**EXERCISE DETAILS**
The expected response is the complete listing below, restated exactly, with its pictures omitted.

^^^^

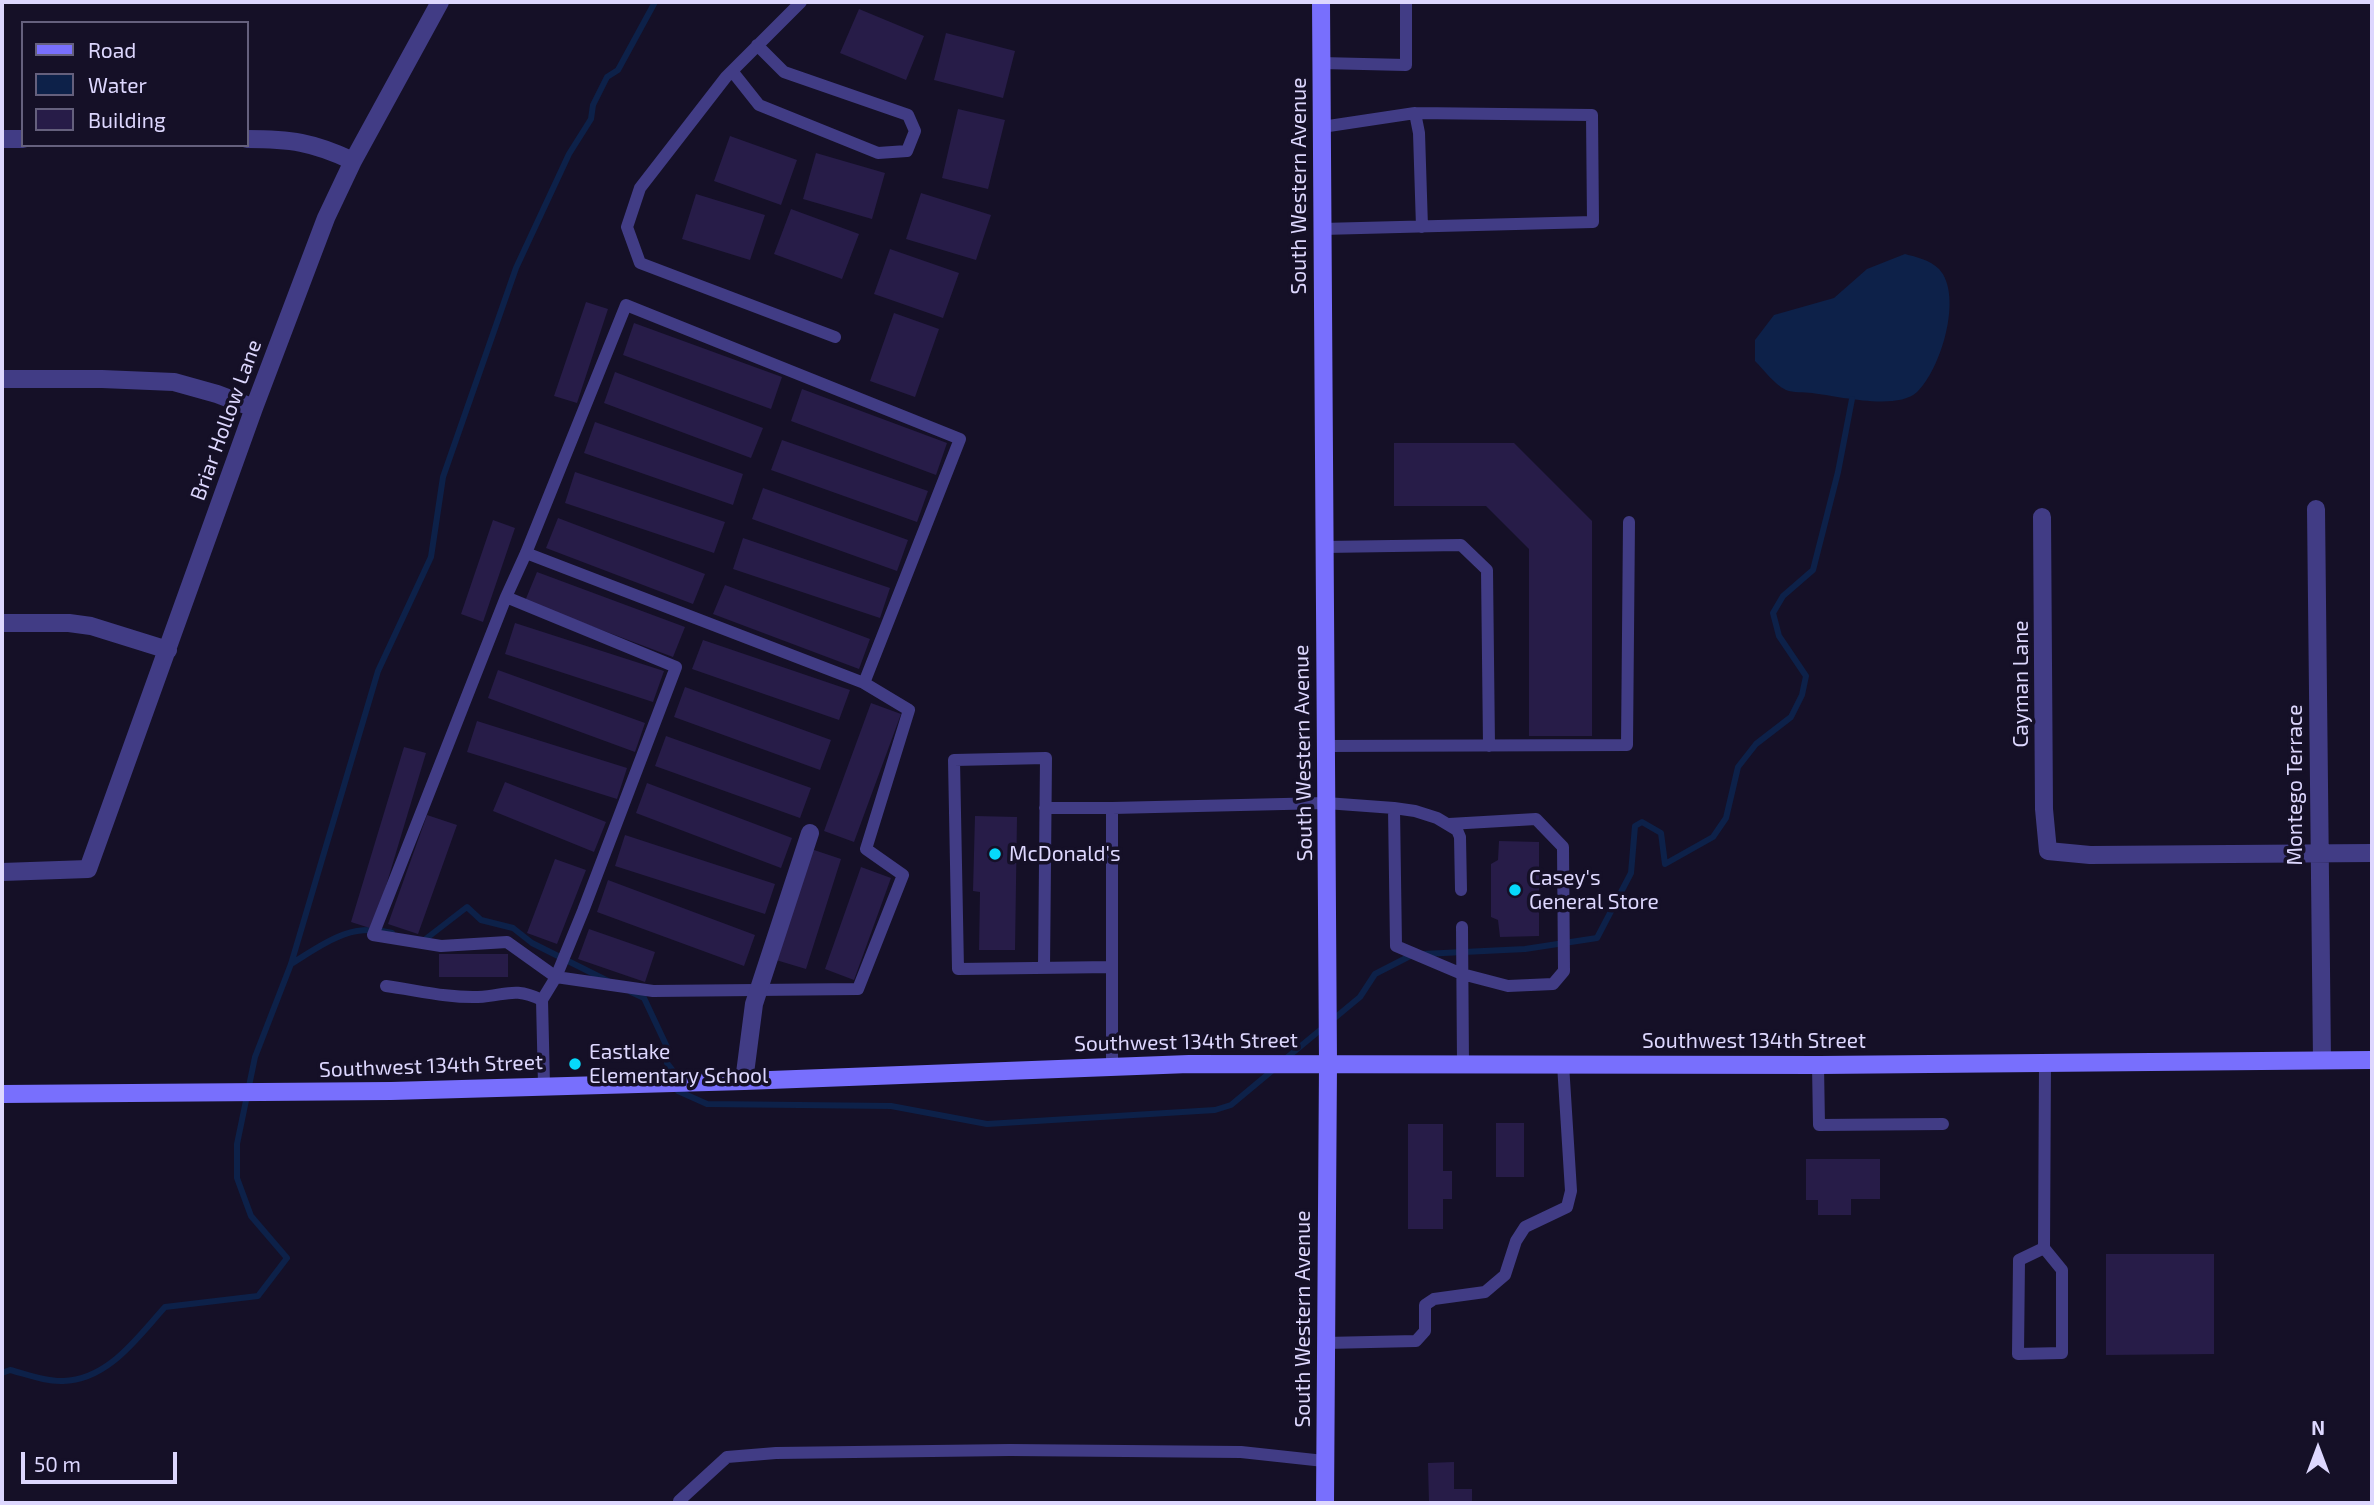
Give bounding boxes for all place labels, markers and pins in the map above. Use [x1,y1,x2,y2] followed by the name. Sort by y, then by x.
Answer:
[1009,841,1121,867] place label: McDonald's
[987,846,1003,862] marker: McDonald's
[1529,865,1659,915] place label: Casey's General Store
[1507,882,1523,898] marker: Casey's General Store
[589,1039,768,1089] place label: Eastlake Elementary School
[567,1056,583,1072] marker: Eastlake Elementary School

^^^^

**ANSWER FOR THIS EXERCISE**
Give bounding boxes for all place labels, markers and pins in the map above. Use [x1,y1,x2,y2] followed by the name. Sort by y, then by x.
Answer:
[1009,841,1121,867] place label: McDonald's
[987,846,1003,862] marker: McDonald's
[1529,865,1659,915] place label: Casey's General Store
[1507,882,1523,898] marker: Casey's General Store
[589,1039,768,1089] place label: Eastlake Elementary School
[567,1056,583,1072] marker: Eastlake Elementary School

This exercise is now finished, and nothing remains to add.